By "compass and straightedge", I mean the approach to geometry that does not use coordinates. The subject of congruent triangles is often taught in that fashion - as are topics such as "When parallel lines are cut by a transversal, the alternate interior angles are equal".
 
  • #8
Chandller said:
Hi PF,
What would you say is the level of importance of Geometry, as opposed to say, Algebra I or II, in a future Mathematician's mathematical foundation? Would not covering it thoroughly leave holes that would show up later in higher mathematics? Any thoughts?Thank you,
Chandller
YES.
 
  • #9
Stephen Tashi said:
So in 3 consecutive years, a student might take Algebra I, Geometry, and Algebra II - being bounced back and forth between two different standards of mathematical proofs.
The colleges (community colleges) and universities (in case they offer those three courses) readily permit another more desirable sequence: Algebra 1, Algebra 2, AND THEN Geometry.
 
  • #10
jedishrfu said:
This is so true of many subjects where the teachers use outdated concepts to teach math and science and these concepts must be unlearned or amended when the student goes to college and now has to relearn them.
I studied the same Mathematics courses in college as I did in high school, as far as the college prep Math courses. I did not need to unlearn anything; although everything became better the second time through.
 
  • #11
As someone who never took a high school geometry course, I think I turned out fine. Most of the concepts about chords of circles and the various ways you can draw lines through triangles turn out to just not be that interesting in most of math. Geometry in modern math is important, but it just doesn't look like geometry in high school.
 

Related to The Importance of Geometry in one's Mathematical Foundation

What is geometry?

Geometry is a branch of mathematics that deals with the study of shapes, sizes, and positions of objects in space.

Why is geometry important in one's mathematical foundation?

Geometry is important in one's mathematical foundation because it helps develop spatial reasoning skills, critical thinking, and problem-solving abilities. It also serves as a bridge between algebra and other advanced mathematical concepts.

What are some real-life applications of geometry?

Geometry has many real-life applications, such as in architecture, engineering, art, and design.

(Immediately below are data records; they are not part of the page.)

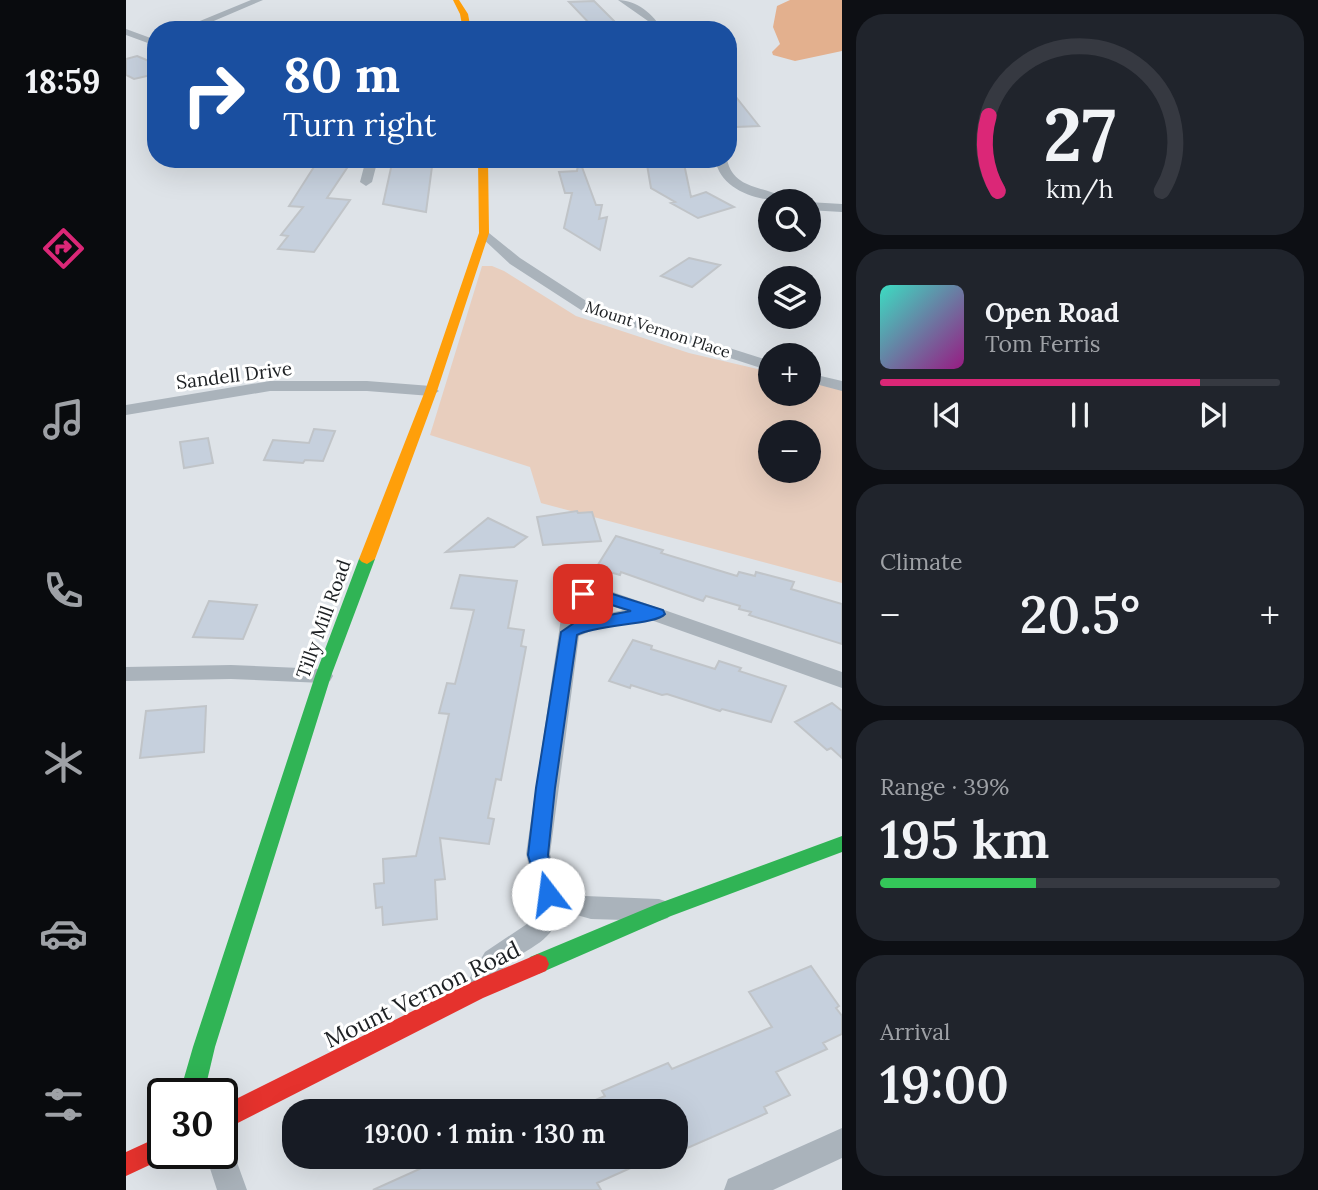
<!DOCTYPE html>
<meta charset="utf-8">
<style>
:root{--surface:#171b24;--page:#20242c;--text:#f1f3f6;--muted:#9ea1a6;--line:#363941;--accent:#db2777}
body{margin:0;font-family:Lora,serif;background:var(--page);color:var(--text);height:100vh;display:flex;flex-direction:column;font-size:26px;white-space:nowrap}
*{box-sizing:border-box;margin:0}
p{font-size:23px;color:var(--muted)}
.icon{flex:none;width:38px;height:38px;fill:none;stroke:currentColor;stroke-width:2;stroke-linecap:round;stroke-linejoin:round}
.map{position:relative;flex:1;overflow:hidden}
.side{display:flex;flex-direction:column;gap:14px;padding:14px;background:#0d0f14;width:476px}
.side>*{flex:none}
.banner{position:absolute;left:21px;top:21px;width:590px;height:147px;border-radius:28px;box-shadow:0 7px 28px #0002;background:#1a4fa0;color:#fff;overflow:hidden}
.buttons{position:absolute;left:632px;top:189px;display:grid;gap:14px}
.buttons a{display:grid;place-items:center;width:63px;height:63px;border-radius:50%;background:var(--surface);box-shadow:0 7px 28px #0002;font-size:35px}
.speed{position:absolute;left:21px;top:1078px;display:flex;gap:14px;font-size:35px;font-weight:700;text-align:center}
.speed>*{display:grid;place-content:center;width:91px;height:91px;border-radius:50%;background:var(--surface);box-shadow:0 7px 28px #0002;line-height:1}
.speed .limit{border:4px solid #111;border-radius:10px;background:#fff;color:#111}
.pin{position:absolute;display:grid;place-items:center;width:60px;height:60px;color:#fff;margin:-30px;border-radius:14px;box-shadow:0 4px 10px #0006}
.me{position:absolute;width:77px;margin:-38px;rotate:345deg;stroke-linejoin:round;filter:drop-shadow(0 0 5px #0008)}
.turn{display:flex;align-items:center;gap:24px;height:147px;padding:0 21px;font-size:32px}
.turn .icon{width:91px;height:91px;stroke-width:2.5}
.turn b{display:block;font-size:49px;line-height:60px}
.big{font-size:52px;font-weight:600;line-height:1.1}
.side .tile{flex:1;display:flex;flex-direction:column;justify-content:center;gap:10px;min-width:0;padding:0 24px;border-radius:28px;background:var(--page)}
.side .dial{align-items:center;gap:0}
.dial svg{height:182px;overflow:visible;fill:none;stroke:var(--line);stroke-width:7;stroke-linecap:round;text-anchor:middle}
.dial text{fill:var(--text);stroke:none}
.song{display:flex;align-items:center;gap:21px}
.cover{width:84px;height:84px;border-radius:10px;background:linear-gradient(135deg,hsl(170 70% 55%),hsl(310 70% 35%))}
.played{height:7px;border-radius:4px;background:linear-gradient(90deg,var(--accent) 80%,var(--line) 80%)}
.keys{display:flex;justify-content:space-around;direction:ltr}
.heat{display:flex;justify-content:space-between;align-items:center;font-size:38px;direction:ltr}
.charge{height:10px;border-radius:5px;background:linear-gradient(90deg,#34c759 39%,var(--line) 0)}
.trip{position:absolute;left:156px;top:1099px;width:406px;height:70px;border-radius:28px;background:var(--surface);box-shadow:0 7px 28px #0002;font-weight:600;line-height:70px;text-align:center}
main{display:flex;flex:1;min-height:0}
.menu{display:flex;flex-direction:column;width:126px;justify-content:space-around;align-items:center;background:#090b0e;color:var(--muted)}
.menu .icon{width:49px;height:49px}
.menu .current{color:var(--accent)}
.menu b{font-size:32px;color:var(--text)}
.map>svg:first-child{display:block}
.green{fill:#e8cebe;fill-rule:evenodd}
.water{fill:#e3b08e}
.building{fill:#c6d0dd;stroke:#c0c4c8;stroke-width:2}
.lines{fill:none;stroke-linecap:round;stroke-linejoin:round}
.street{fill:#aab3bb;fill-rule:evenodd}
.fast{fill:#30b455;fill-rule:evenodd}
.slow{fill:#ff9f0a;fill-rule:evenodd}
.jam{fill:#e5322d;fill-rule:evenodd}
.route{fill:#1a73e8;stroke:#114b97;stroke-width:2}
.labels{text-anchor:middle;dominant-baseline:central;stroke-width:6;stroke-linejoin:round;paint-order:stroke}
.far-street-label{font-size:16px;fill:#1d2023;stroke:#fff}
.street-label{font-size:19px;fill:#1d2023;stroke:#fff}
.near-street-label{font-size:23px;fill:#1d2023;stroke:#fff}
</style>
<main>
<nav class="menu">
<b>18:59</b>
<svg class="icon current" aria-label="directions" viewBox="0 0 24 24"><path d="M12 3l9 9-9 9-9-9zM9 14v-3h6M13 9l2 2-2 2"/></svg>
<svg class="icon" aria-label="music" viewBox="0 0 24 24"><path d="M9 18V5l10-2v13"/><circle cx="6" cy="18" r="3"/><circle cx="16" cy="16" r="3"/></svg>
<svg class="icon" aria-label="phone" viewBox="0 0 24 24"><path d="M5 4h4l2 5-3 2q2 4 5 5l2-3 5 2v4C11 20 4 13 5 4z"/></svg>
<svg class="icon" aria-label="climate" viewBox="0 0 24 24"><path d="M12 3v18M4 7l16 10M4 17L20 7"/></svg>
<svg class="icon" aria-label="car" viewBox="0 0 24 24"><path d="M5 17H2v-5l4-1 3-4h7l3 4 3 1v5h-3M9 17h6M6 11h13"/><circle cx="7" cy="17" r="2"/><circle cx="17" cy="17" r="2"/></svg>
<svg class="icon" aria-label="filters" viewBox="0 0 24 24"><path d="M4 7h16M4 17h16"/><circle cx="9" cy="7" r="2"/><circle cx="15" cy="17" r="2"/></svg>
</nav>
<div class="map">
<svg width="716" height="1190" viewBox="0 0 716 1190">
<rect width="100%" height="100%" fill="#dee3e8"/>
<path class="green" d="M356,266H366L378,271L450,316L563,353L644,372V394H682L683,381L716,390V583L415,503L404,467L304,435ZM644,432H682V471H644Z"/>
<path class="water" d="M664,0H716V51L669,61L647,55L646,52L654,44L647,27L651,6Z"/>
<path class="building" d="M468,1L490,23L465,25L443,2Z
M11,56L30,64V74L8,79L0,75V59Z
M602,87L633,126L610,127L602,116Z
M193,159H227L201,198L224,200L188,252L152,249L162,236L155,235L177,207L163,206Z
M267,159H307L300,212L257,204Z
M453,159L470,205H476L473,219L481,217L474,250L438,228L446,193H439L433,172L451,171Z
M520,159H557L565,197L580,192L608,207L572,218L545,203L549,202L525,188Z
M563,258L594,265L566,287L535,276Z
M188,429L209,431L197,461L179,460L177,463L138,460L147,440L183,443Z
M82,438L87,463L58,468L54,442Z
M451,511L452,513L466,512L475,541L417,545L411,517Z
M362,518L401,537L388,547L320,552Z
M490,536L537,550L535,553L611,576L613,572L629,576L630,572L668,582L665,589L716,604V644L623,615L625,612L613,609L614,606L580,596L577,601L495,572L494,575L470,568Z
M334,575L391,581L382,628L398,630L395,646L400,647L375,780L370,779L362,818L368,819L363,844L314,838L319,879L309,880L311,919L257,925L256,907L250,908L248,884L258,883L257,859L290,856L323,714L313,713L321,683L329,684L348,610L325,608Z
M83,601L131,605L117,639L67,637Z
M507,640L526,646L525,649L589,669L593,661L615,668L613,671L660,686L645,722L596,709L594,711L541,694L536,695L505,685L504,688L483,681Z
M706,703L716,711V758L705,748L701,750L669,722Z
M80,706L78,752L14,758L20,711Z
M685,966L713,1006L710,1008L716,1016V1034L697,1043L701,1049L650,1072L664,1095L638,1107L641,1113L550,1153V1111H444L479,1096L476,1091L542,1063L546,1069L646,1027L623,992Z
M320,1157H529L471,1183L475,1190H247Z"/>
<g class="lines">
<path class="street" d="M125,0H137L69,29L52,30Z
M492,0C510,0 528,14 536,30H527L522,21Z
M0,29L30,40V46L0,35Z
M240,159H252L246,182L240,186L234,182Z
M589,159H601C607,192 643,185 664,201C635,202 595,192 589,159Z
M682,202L716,204V212L682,210Z
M358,229L394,258L465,304L644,361V371L455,310L384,264L354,236V230Z
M682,373L716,381V391L682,382Z
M144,381H241L305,386L313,391L305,396L241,391H144L0,415V405Z
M457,588L481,590L716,672V688L525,620L472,628L453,636L424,854L433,887L459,896L533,899L542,902L546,910L542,918L533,921L465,919L433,910C430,944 396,948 377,969C367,980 367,993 352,998L343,995L339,986L359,952L401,924L408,914L410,894L400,854L438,598L441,593ZM459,601H472L497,610L455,620Z
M105,665L197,669L204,671L207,676L204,681L197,683L105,679L0,681V667Z
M716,1128V1158L647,1190H598L602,1179Z
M96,1139L104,1143L121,1190H91L79,1153H96Z"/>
<path class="fast" d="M241,554L249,559L205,676L89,1047L80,1085L83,1094H59L56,1085L67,1047L189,676L233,559Z
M716,836V852L545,916L412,974L404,971L401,964L404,957L531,904Z"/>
<path class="slow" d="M327,0H333L342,14L345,30H337L334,14Z
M352,159H362L363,233L311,391L249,559L241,564L236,562L233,559L299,391L353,233Z"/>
<path class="jam" d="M412,954L420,957L423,964L420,971L357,998L96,1131V1106L341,984Z
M37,1135V1153H46L45,1155L0,1176V1152Z"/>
</g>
<path class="route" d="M457,589L474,590L537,610L539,614C530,625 472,624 451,635L429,788L422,855L432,894L429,900L422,902L415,900L402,855L410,788L435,632L451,621L505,611L473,601L451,598L449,594L451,591Z"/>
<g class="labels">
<g class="far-street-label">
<text transform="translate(532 329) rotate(18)">Mount Vernon Place</text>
</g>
<g class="street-label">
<text transform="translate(108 375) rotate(-7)">Sandell Drive</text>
<text transform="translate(197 619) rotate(-70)">Tilly Mill Road</text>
</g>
<g class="near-street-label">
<text transform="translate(296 994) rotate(-26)">Mount Vernon Road</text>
</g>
</g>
</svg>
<div class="buttons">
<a><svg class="icon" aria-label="search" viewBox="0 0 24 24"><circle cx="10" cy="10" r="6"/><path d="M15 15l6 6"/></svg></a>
<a><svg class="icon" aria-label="layers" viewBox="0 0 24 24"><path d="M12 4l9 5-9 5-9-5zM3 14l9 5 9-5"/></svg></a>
<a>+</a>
<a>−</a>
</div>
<div class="speed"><div class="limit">30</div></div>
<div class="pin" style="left:457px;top:594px;background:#d93025"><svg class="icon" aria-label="arrive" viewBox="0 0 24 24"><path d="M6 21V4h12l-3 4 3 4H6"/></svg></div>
<svg class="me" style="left:422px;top:894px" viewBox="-20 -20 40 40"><circle r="19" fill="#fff"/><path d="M0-13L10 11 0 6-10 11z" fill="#1a73e8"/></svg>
<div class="trip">19:00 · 1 min · 130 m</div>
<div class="banner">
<div class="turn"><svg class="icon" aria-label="right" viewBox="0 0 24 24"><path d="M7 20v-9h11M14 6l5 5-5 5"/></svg><div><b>80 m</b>Turn right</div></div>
</div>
</div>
<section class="side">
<div class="tile dial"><svg viewBox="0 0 100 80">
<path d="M14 69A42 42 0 1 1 86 69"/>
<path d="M14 69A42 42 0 0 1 10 36" stroke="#db2777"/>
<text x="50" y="56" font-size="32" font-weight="700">27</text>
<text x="50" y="72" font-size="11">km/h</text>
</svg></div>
<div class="tile">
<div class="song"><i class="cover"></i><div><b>Open Road</b><p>Tom Ferris</p></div></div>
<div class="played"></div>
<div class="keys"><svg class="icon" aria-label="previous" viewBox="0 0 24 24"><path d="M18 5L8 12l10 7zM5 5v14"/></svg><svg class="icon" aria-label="pause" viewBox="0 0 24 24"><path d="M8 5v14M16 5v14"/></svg><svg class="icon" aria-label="next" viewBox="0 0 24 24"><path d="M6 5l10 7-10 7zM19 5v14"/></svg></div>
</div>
<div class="tile"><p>Climate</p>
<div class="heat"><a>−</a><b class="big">20.5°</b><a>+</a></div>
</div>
<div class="tile"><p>Range · 39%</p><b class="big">195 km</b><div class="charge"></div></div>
<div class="tile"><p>Arrival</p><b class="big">19:00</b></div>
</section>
</main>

It is also used in navigation, computer graphics, and even in sports like basketball and soccer.

How does geometry relate to other branches of mathematics?

Geometry is closely related to other branches of mathematics, such as algebra, trigonometry, and calculus. It provides a visual representation of abstract concepts and helps in understanding and solving problems in these areas.

Can one's understanding of geometry affect their overall mathematical ability?

Yes, a strong foundation in geometry can greatly impact one's overall mathematical ability. It helps develop logical thinking and problem-solving skills that are essential in other areas of mathematics. It also provides a solid base for understanding more complex mathematical concepts.